Suppose $R$ is a partial order on $A$ and $B \subseteq A$. Prove that $R \cap (B\times B) $ is a partial order on $B$

Question

Suppose $R$ is a partial order on $A$ and $B \subseteq A$. Prove that $R \cap (B\times B) $ is a partial order on $B$.

My attempt:

We need to prove:

1. $R \cap (B \times B)$ is reflexive
2. $R \cap (B \times B)$ is transitive
3. $R \cap (B \times B)$ is antisymmetric.

1.

Take $b \in B$.

Since $B \subseteq A$, and $R$ is partial order on $A$, we have $(b,b) \in R$.

Since $b \in B$, we have $(b,b) \in B \times B$.

Therefore, $(b,b) \in R \cap (B \times B)$.

Since $b$ was arbitrary element, we conclude that $R \cap (B \times B)$ is reflexive.

2.

Suppose we have $x,y,z \in B$ such that $(x,y), (y,z) \in R \cap (B \times B)$.

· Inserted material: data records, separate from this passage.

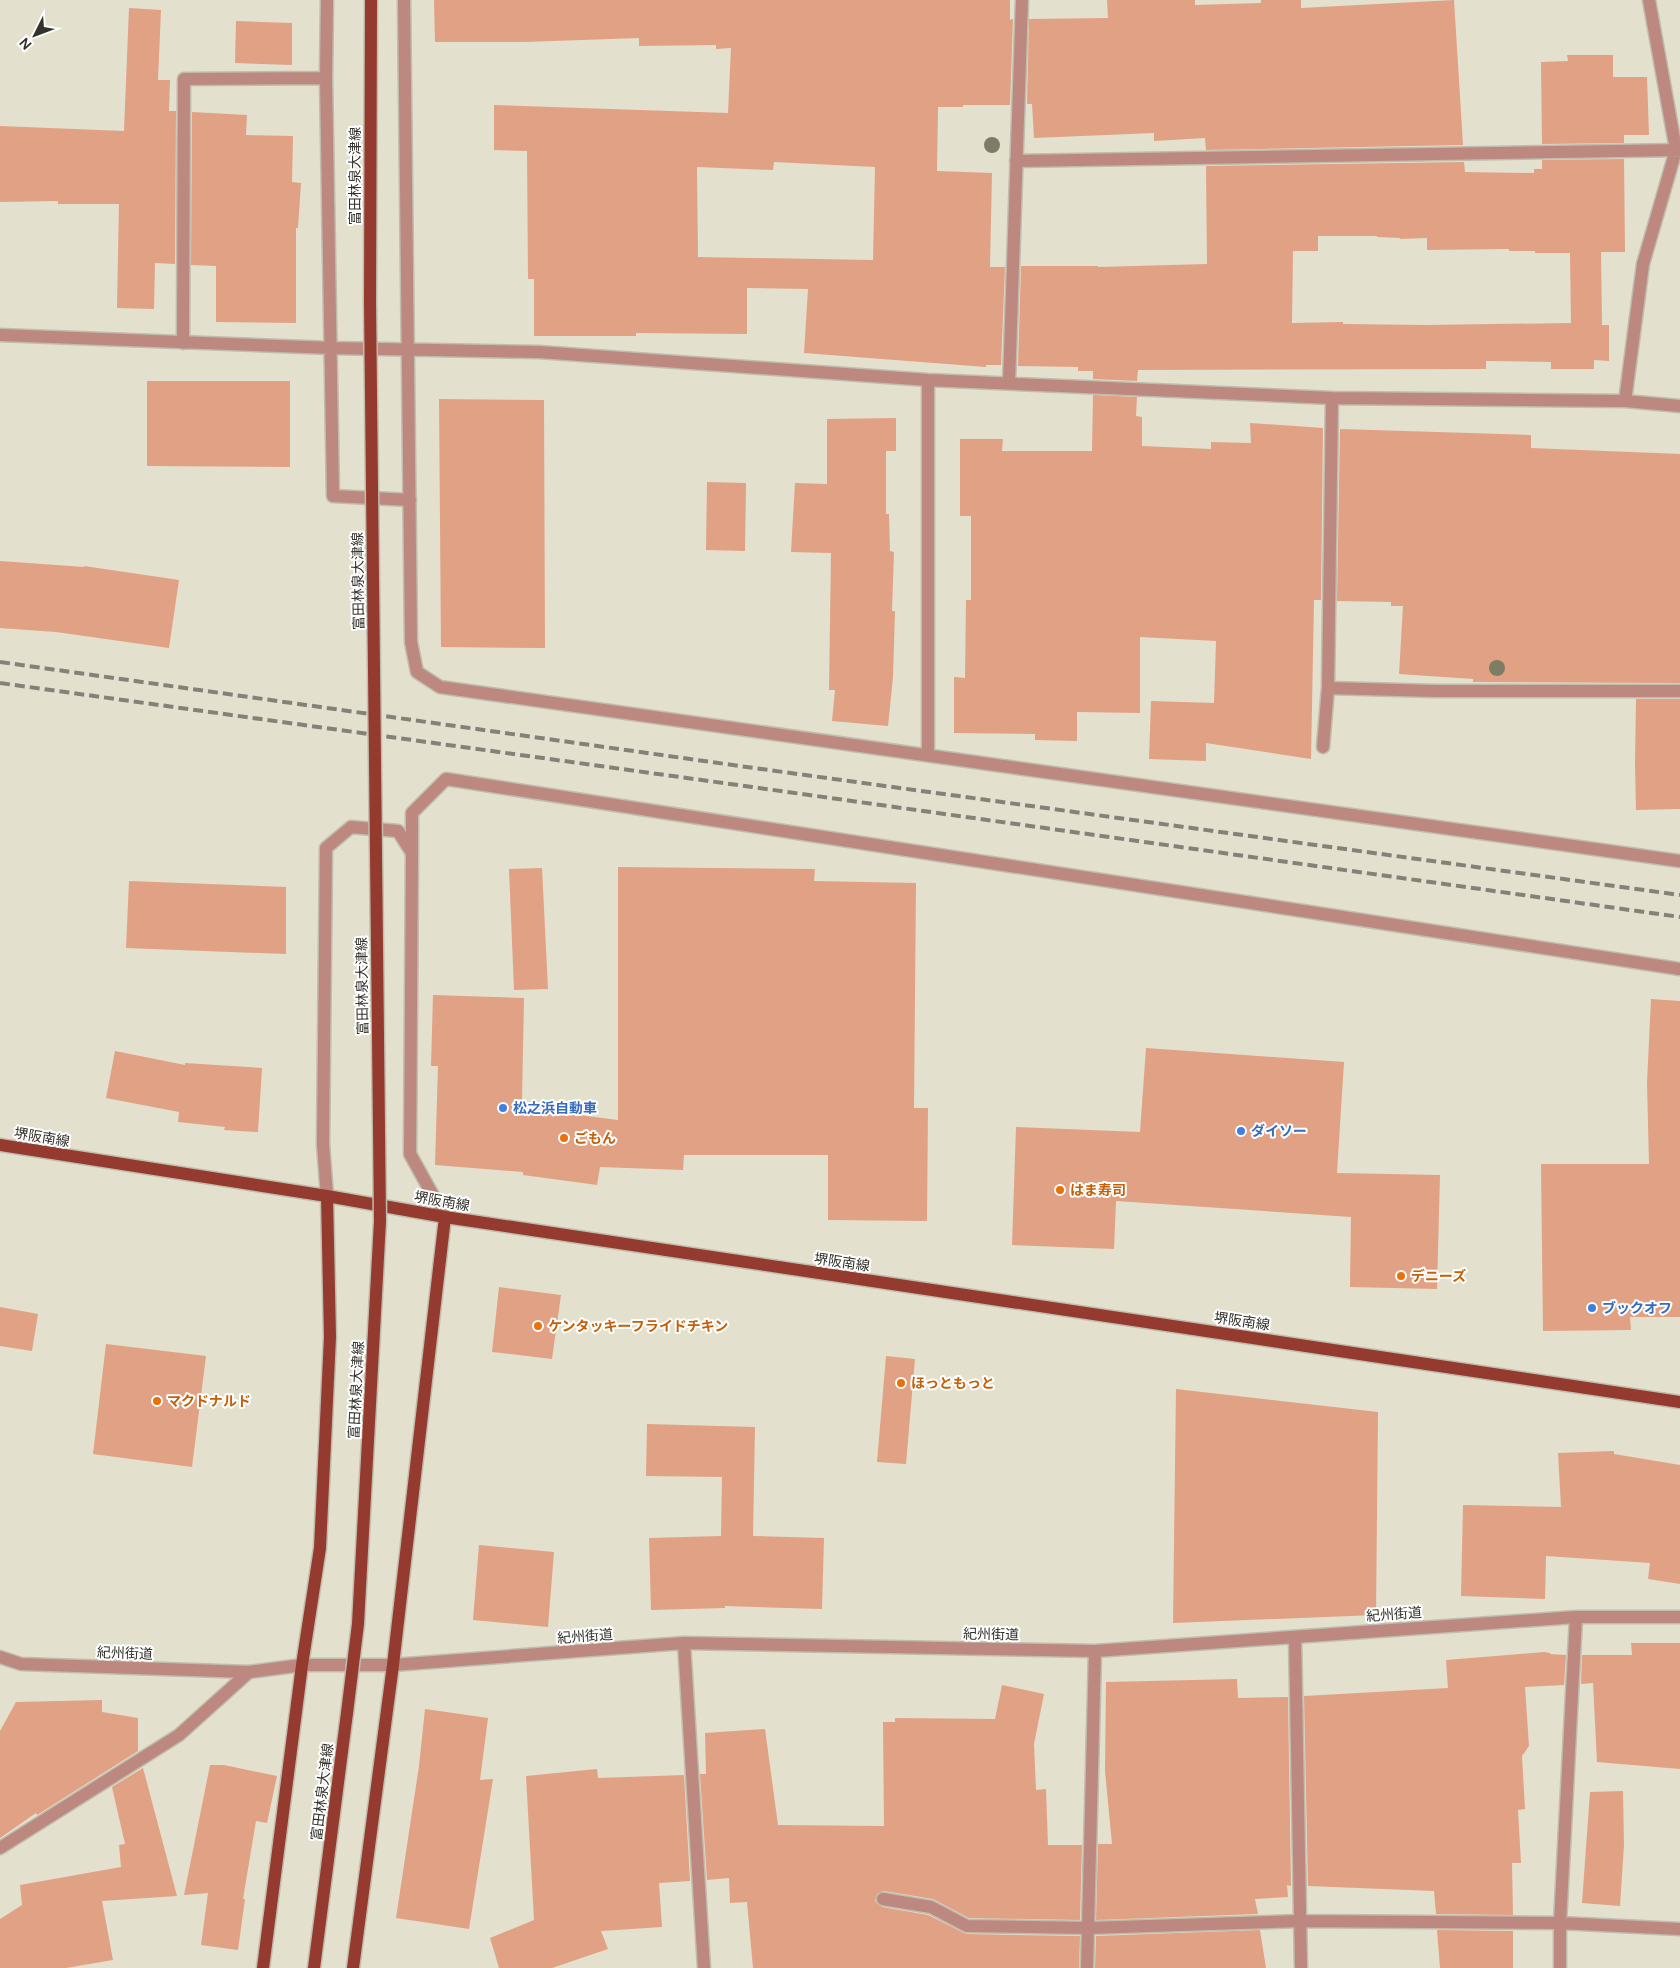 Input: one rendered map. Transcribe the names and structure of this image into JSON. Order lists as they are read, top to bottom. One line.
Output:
{"streets":{"main road":["富田林泉大津線","堺阪南線"],"street":["紀州街道"]},"places":["松之浜自動車","ダイソー","ごもん","はま寿司","デニーズ","ブックオフ","ケンタッキーフライドチキン","ほっともっと","マクドナルド"],"north":"bottom left"} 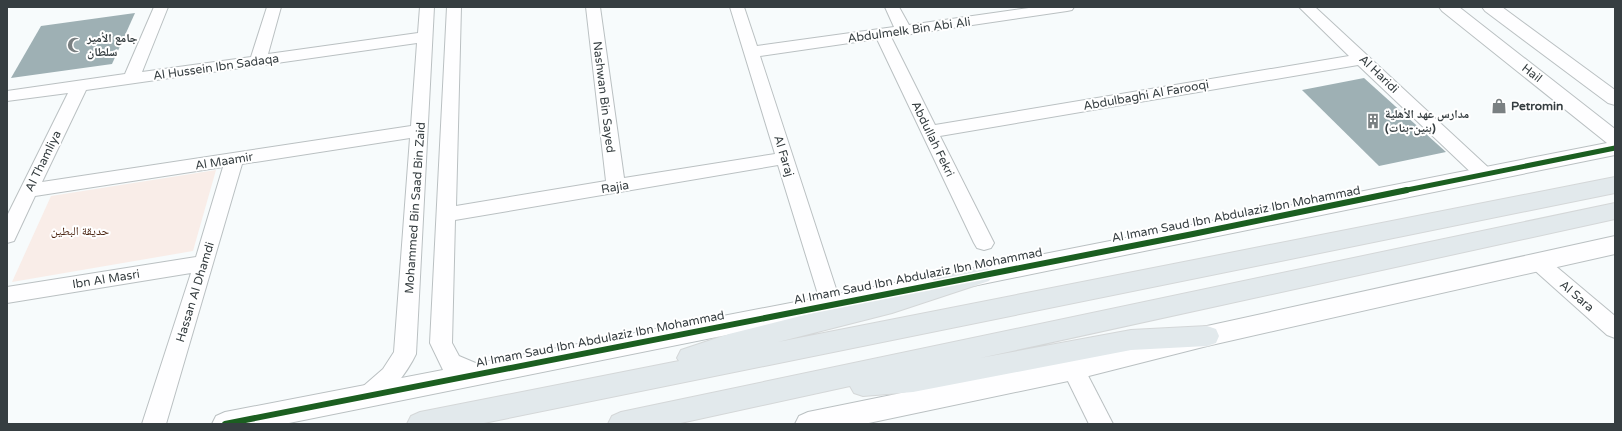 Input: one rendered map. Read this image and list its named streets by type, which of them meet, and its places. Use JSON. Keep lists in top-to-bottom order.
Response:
{
  "streets": {
    "street": [
      "Abdulmelk Bin Abi Ali",
      "Al Hussein Ibn Sadaqa",
      "Hail",
      "Al Haridi",
      "Abdulbaghi Al Farooqi",
      "Nashwan Bin Sayed",
      "Abdullah Fekri",
      "Al Faraj",
      "Al Thamliya",
      "Al Maamir",
      "Rajia",
      "Mohammed Bin Saad Bin Zaid",
      "Al Imam Saud Ibn Abdulaziz Ibn Mohammad",
      "Ibn Al Masri",
      "Hassan Al Dhamdi",
      "Al Sara"
    ]
  },
  "crossings": [
    ["Abdulmelk Bin Abi Ali", "Abdullah Fekri"],
    ["Abdulmelk Bin Abi Ali", "Al Faraj"],
    ["Al Hussein Ibn Sadaqa", "Al Thamliya"],
    ["Al Hussein Ibn Sadaqa", "Mohammed Bin Saad Bin Zaid"],
    ["Al Haridi", "Abdulbaghi Al Farooqi"],
    ["Al Haridi", "Al Imam Saud Ibn Abdulaziz Ibn Mohammad"],
    ["Abdulbaghi Al Farooqi", "Abdullah Fekri"],
    ["Nashwan Bin Sayed", "Rajia"],
    ["Al Faraj", "Rajia"],
    ["Al Faraj", "Al Imam Saud Ibn Abdulaziz Ibn Mohammad"],
    ["Al Thamliya", "Al Maamir"],
    ["Al Maamir", "Mohammed Bin Saad Bin Zaid"],
    ["Al Maamir", "Hassan Al Dhamdi"],
    ["Mohammed Bin Saad Bin Zaid", "Al Imam Saud Ibn Abdulaziz Ibn Mohammad"],
    ["Ibn Al Masri", "Hassan Al Dhamdi"]
  ],
  "parks": ["حديقة البطين"],
  "places": {
    "mosque": ["جامع الأمير سلطان"],
    "shop": ["Petromin"],
    "building": ["مدارس عهد الأهلية (بنين-بنات)"]
  }
} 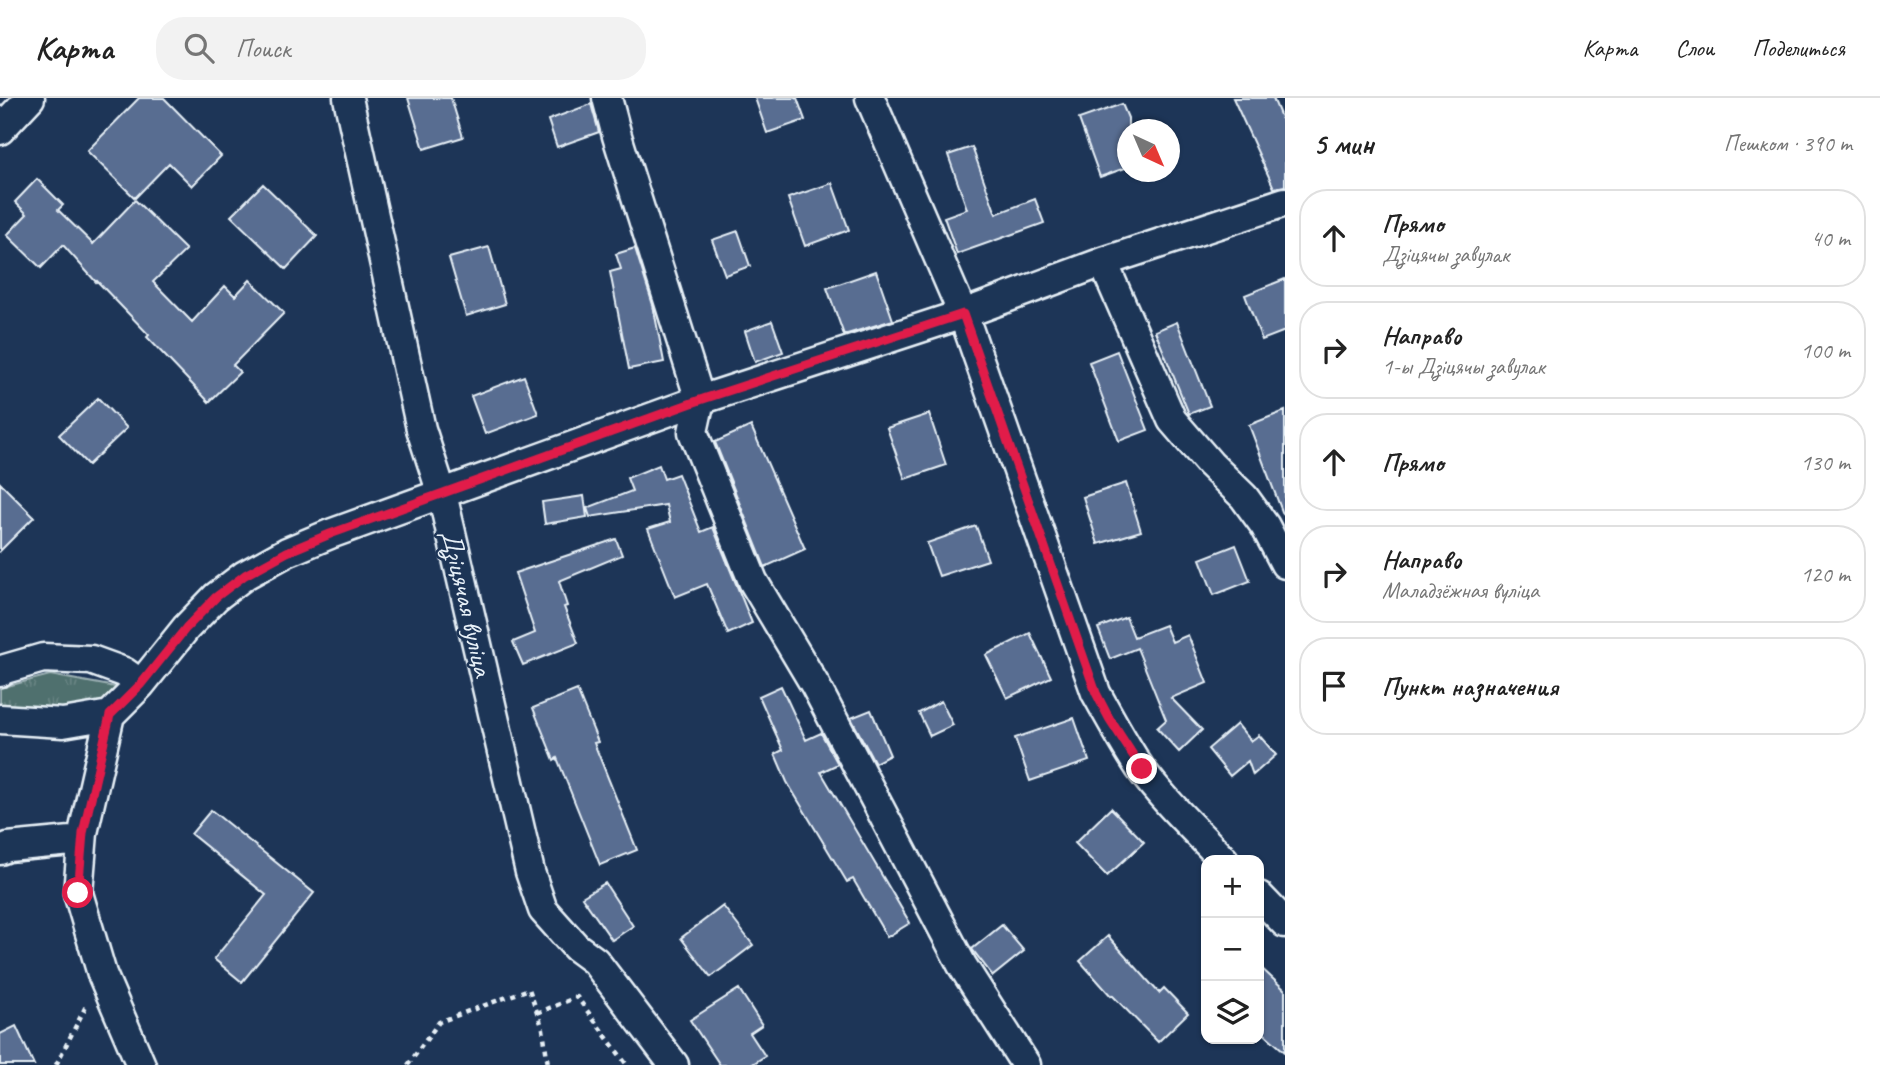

Since $(x,y), (y,z) \in R \cap (B \times B)$, we know that $(x,y), (y,z) \in R$. And because $R$ is partial order, we can conclude that $(x,z) \in R$

Since $x,z \in B$, we have $(x,z) \in B \times B$

Since $(x,z) \in R$ and $(x,z) \in B \times B$, we have our result

$$(x,z) \in R \cap B \times B$$

Arbitrary elements were considered, thus $R \cap B \times B$ is transitive.

3.

Suppose we have elements $x,y \in B$ such that $(x,y),(y,x) \in R \cap (B \times B)$

We know that $(x,y) \in R$ and $(y,x) \in R$. We know that $R$ is partial order, which means it's antisymmetric. It follows that $x = y$. Arbitrary elements were considered, hence $R \cap (B \times B)$ is antisymmetric.

We've shown that $R \cap (B \times B)$ is reflexive, transitive, and antisymmetric, hence we can conclude that it is a partial order on $B$. $\Box$

Is it correct?